• **Work instruction**: Only a number is expected: how many lines in the entries that follow contain the word "scale"?
****************
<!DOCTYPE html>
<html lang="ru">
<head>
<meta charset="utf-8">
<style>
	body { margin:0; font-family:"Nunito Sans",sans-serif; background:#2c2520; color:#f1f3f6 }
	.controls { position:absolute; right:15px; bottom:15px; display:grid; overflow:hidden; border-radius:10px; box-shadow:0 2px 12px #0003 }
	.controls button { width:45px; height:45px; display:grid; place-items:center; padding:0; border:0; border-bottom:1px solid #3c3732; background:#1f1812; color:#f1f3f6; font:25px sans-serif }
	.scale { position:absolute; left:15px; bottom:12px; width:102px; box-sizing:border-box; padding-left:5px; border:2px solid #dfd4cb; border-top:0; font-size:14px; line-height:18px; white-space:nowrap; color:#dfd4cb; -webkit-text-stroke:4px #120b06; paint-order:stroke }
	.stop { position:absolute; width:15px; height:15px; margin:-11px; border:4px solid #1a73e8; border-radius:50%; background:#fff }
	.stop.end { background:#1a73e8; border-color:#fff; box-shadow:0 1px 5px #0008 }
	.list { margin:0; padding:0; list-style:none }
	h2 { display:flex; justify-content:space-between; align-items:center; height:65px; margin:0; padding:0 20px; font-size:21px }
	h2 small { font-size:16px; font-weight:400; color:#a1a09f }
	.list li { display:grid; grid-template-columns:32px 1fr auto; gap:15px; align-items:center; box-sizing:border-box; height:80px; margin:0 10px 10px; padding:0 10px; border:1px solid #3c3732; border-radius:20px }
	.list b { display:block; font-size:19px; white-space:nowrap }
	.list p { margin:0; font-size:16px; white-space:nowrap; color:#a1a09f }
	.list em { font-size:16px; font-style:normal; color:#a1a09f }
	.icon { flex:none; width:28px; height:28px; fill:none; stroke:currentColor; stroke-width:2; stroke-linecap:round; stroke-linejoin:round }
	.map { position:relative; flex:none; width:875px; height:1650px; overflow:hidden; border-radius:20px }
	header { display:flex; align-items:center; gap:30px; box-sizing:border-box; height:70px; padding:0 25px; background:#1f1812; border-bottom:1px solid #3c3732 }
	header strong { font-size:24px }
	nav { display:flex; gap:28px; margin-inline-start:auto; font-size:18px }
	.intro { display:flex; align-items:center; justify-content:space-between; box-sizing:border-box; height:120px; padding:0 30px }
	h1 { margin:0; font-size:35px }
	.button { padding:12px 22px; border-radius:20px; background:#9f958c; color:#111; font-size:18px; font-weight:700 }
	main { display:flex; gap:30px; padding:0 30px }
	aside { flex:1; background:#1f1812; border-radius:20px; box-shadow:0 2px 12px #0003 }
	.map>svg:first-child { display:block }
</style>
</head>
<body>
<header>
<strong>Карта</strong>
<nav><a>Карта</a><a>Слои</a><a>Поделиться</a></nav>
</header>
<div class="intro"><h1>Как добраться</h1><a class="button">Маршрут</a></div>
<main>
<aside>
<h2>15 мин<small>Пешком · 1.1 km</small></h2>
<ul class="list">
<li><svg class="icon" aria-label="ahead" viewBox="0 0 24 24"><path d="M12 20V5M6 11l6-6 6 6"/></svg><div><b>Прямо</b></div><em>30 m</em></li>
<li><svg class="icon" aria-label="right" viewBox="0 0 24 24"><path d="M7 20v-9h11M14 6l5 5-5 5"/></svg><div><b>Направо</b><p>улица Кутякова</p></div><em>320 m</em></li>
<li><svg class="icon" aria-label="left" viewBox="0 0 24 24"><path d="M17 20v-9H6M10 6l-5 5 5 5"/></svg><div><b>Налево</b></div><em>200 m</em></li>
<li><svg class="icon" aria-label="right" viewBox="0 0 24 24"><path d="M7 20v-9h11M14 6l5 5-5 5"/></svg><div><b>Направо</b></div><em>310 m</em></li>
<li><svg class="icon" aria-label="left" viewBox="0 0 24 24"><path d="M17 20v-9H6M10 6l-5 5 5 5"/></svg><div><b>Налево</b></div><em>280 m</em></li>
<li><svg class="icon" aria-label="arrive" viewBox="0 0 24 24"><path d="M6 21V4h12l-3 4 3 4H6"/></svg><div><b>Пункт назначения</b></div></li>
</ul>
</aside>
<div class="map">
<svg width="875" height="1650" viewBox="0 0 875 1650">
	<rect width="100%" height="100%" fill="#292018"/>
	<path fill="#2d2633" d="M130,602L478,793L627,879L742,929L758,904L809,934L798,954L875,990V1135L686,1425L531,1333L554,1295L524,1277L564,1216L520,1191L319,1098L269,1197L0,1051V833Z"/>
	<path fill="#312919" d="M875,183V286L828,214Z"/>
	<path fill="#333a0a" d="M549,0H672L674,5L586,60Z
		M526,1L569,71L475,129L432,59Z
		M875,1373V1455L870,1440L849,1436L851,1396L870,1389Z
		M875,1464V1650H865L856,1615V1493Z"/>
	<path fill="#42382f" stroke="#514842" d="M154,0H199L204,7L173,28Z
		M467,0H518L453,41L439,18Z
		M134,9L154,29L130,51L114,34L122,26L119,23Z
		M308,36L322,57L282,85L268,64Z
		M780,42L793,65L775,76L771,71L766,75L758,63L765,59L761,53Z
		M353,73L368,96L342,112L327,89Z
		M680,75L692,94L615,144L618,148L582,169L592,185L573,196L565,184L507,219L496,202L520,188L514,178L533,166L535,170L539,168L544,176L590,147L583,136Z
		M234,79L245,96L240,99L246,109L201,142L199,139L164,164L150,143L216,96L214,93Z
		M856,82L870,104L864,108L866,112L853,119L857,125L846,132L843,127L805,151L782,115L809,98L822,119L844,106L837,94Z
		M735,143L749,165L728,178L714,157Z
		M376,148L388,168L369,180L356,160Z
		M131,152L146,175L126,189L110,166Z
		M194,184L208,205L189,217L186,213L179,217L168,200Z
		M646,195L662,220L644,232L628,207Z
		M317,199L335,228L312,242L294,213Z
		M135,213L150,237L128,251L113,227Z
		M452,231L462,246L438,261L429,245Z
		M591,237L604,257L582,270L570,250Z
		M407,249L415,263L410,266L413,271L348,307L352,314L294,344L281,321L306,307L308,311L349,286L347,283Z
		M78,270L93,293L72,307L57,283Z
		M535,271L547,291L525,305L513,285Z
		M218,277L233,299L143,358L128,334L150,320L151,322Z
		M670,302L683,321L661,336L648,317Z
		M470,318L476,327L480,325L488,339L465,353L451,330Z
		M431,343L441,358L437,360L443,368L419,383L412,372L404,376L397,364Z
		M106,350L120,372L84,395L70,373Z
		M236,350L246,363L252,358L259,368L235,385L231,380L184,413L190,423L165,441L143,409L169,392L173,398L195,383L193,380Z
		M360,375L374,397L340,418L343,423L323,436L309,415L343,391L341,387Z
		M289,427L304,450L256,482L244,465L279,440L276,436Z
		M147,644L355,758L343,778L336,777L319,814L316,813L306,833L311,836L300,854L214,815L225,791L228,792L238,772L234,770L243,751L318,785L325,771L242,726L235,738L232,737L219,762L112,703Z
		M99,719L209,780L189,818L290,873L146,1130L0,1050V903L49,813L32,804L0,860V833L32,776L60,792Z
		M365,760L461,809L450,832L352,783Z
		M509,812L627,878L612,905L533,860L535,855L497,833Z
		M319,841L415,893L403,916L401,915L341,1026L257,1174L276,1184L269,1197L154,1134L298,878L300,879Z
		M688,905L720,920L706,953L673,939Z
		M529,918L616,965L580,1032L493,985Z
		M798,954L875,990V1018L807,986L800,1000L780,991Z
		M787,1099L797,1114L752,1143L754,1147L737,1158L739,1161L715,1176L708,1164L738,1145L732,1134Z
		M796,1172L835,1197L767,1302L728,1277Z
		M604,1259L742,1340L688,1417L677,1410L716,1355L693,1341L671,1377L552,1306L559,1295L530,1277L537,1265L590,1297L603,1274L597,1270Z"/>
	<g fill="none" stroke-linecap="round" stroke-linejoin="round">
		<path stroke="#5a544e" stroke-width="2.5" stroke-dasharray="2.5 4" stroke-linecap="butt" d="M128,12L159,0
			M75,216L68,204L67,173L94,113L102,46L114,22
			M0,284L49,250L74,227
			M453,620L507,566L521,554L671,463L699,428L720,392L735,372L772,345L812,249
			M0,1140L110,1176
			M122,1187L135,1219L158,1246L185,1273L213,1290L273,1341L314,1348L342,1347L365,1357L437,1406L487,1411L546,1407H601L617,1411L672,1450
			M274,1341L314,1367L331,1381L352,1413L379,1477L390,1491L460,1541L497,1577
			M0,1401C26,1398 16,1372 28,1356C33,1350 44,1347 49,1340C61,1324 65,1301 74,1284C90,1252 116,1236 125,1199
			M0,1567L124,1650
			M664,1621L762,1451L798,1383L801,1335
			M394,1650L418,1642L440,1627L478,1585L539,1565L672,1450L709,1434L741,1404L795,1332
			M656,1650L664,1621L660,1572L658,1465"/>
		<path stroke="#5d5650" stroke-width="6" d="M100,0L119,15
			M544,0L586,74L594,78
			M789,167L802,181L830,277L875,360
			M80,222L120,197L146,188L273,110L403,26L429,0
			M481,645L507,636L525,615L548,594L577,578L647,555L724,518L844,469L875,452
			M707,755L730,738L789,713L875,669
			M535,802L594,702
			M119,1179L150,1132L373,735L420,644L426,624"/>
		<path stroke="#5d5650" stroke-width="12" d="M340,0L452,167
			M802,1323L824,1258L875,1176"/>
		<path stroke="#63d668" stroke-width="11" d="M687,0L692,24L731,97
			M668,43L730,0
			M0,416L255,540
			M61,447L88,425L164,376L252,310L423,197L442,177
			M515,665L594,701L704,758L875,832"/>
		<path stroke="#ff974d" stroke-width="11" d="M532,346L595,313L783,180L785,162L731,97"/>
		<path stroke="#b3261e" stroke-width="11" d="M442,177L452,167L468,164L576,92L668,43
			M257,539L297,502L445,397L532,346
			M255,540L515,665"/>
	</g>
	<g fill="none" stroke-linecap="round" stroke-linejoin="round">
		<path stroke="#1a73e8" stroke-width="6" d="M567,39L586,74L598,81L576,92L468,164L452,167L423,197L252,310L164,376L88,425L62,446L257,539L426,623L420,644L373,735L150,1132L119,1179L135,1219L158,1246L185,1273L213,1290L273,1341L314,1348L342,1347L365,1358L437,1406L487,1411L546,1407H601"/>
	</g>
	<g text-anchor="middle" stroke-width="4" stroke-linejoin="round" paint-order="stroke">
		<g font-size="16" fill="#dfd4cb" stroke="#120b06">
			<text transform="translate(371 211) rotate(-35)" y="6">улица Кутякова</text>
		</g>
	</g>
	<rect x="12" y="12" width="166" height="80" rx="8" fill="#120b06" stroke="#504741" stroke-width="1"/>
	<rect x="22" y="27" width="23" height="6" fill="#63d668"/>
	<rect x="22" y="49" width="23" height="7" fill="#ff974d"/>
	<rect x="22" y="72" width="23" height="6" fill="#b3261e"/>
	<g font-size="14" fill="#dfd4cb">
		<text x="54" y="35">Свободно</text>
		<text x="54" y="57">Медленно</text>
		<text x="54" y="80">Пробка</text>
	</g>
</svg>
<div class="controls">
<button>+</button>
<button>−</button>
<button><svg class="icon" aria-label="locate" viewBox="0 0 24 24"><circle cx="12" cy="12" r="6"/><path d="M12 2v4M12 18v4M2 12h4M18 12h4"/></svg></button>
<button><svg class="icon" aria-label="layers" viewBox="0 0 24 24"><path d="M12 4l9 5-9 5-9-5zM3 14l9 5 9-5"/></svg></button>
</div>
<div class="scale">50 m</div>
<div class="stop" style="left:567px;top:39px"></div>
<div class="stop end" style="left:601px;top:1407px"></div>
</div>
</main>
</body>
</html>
****************
• **Exercise result**: 2